En 2014, Wes Anderson offrait à la cinéphilie un joyau rare, une œuvre d’orfèvre aussi burlesque que mélancolique : The Grand Budapest Hotel. Film-somme dans sa carrière, cette comédie dramatique aux allures de conte loufoque s’impose comme un hommage vibrant à une Mitteleuropa disparue, à l’élégance décadente d’un monde englouti.
L’invention d’un monde miniature
Comme souvent chez Anderson, tout commence par une maquette. Une façade en carton-pâte, une symétrie millimétrée… et l’univers se déploie. L’hôtel éponyme devient le théâtre d’un grand récit : une histoire dans une histoire dans une histoire. On y suit Gustave H. (formidable Ralph Fiennes), concierge maniéré et cultivé, qui voit sa routine s’effondrer à la mort d’une riche cliente (Tilda Swinton grimée à l’extrême). S’en suivent un vol de tableau, une évasion rocambolesque et une cavale à travers la république fictive de Zubrowka, sur fond de montée du fascisme.

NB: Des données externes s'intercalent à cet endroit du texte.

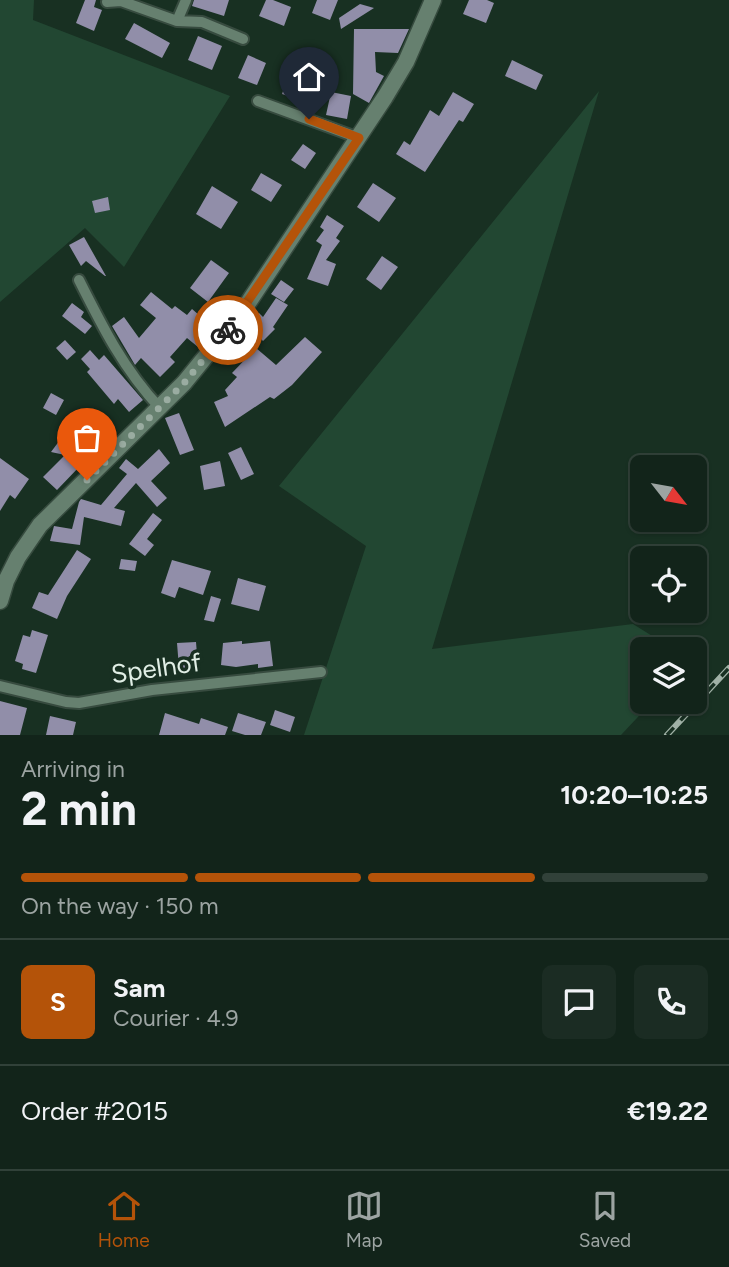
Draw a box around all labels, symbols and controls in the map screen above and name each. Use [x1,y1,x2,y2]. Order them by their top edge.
pin [279,47,339,119]
icon: home [290,58,328,96]
courier [193,295,263,365]
icon: bike [209,311,247,349]
pin [57,408,117,480]
icon: bag [68,419,106,457]
north arrow [630,455,707,532]
map controls [630,455,707,714]
button: locate [630,546,707,623]
button: layers [630,637,707,714]
street label: Spelhof [109,646,203,690]
text: Arriving in [21,755,125,783]
text: 10:20–10:25 [560,779,708,811]
text: 2 min [21,781,137,837]
text: On the way · 150 m [21,892,218,920]
button: chat [542,965,616,1039]
button: phone [634,965,708,1039]
text: Sam [113,972,165,1004]
text: S [50,986,66,1018]
text: Courier · 4.9 [113,1004,239,1032]
text: Order #2015 [21,1095,168,1127]
text: €19.22 [627,1095,708,1127]
tab: Home [98,1187,150,1252]
tab: Map [345,1187,383,1252]
tab: Saved [579,1187,631,1252]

La mécanique Andersonienne à son sommet
Tout est calibré : les cadres sont d’une précision chirurgicale, les décors saturés de couleurs pastel, les mouvements de caméra en ligne droite ou à 90°, la narration chapitrée. Chez Anderson, la forme est le fond. Il atteint ici son apogée en terme de style et même les réfractaires à son univers cinématographique si particulier peuvent apprécier.Le casting – comme souvent pléthorique – est un ballet de visages familiers : Willem Dafoe en tueur sadique, Adrien Brody en héritier menaçant, F. Murray Abraham en narrateur vieilli, sans oublier les habitués Bill Murray, Edward Norton, Jason Schwartzman. Tous gravitent autour d’un Ralph Fiennes impérial, qui incarne la poésie et l’absurde d’un monde bientôt balayé.
Derrière la farce élégante, Anderson touche à quelque chose de plus grave. Le film s’inspire de l’univers de Stefan Zweig, écrivain autrichien témoin de l’effondrement de l’Europe centrale. Le luxe suranné de l’hôtel masque l’ombre du totalitarisme naissant. THE GRAND BUDAPEST HOTEL n’est pas seulement une fantaisie visuelle, c'est un mélodrame qui regarde un ancien monde s'effondrer.

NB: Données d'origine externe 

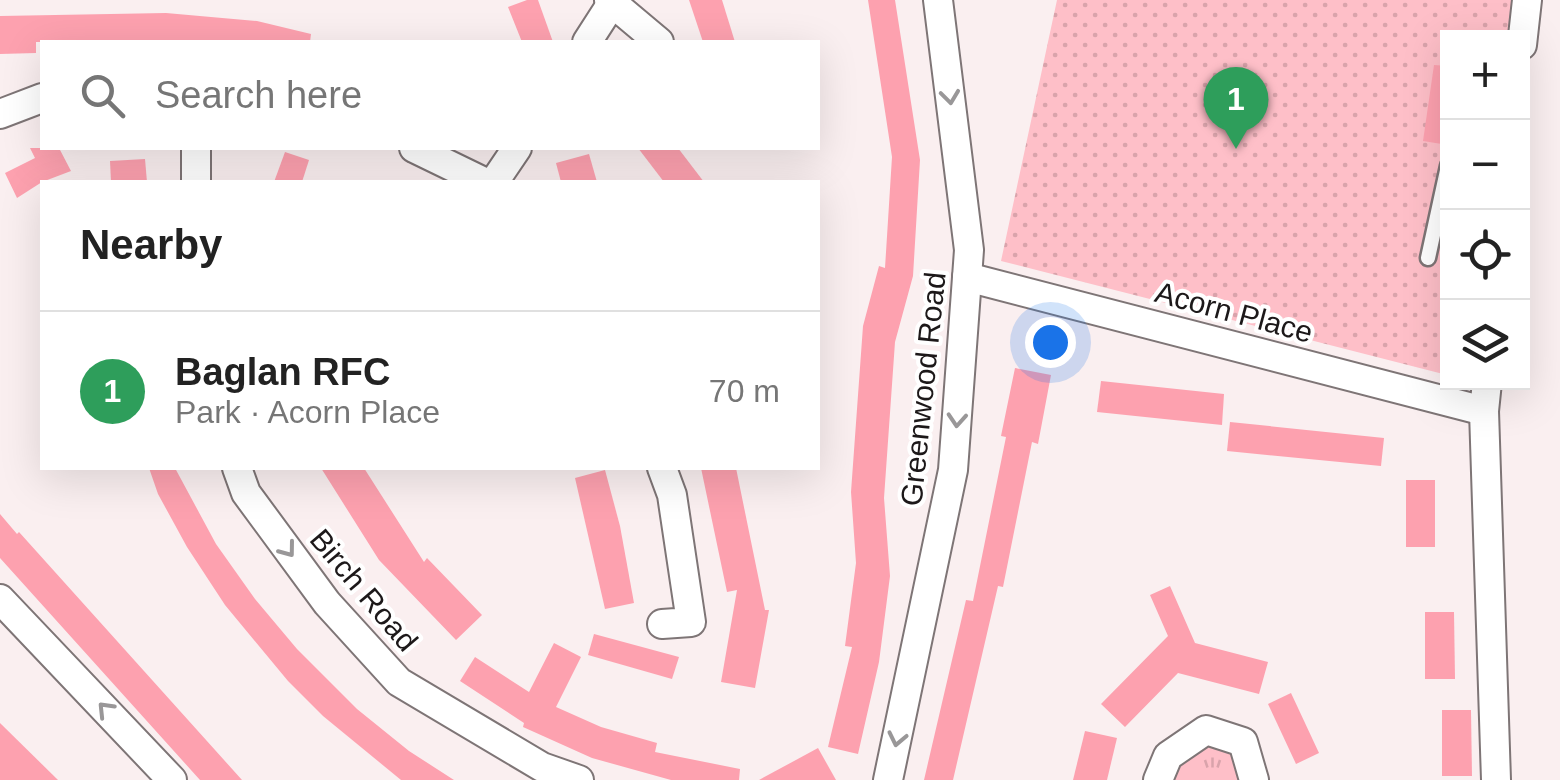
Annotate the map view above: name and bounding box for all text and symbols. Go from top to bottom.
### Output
map controls [1440,30,1530,390]
button: + [1440,30,1530,120]
search box [40,40,820,150]
pin: 1 [1204,66,1268,149]
icon: search [75,68,130,123]
text: Search here [155,74,362,116]
one-way arrow [939,89,960,105]
button: − [1440,120,1530,210]
button: locate [1440,210,1530,300]
text: Nearby [80,221,222,268]
street label: Greenwood Road [894,270,952,508]
street label: Acorn Place [1152,275,1316,349]
button: layers [1440,300,1530,390]
your location [1025,317,1076,368]
text: Baglan RFC [175,351,390,393]
text: 1 [104,373,121,409]
text: 70 m [709,373,780,409]
text: Park · Acorn Place [175,394,440,430]
one-way arrow [947,413,968,429]
street label: Birch Road [304,523,424,657]
one-way arrow [276,539,293,557]
one-way arrow [99,703,117,721]
one-way arrow [887,730,908,747]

Un succès artistique et critique
Avec plus de 170 millions de dollars de recettes dans le monde (pour un budget d’environ 25 millions), le film est le plus gros succès commercial de Wes Anderson, et de loin. Il remportera 4 Oscars (dont Meilleure musique, Meilleurs décors, Meilleurs costumes) et consolide le statut de son auteur comme l’un des cinéastes les plus singuliers et respectés de sa génération.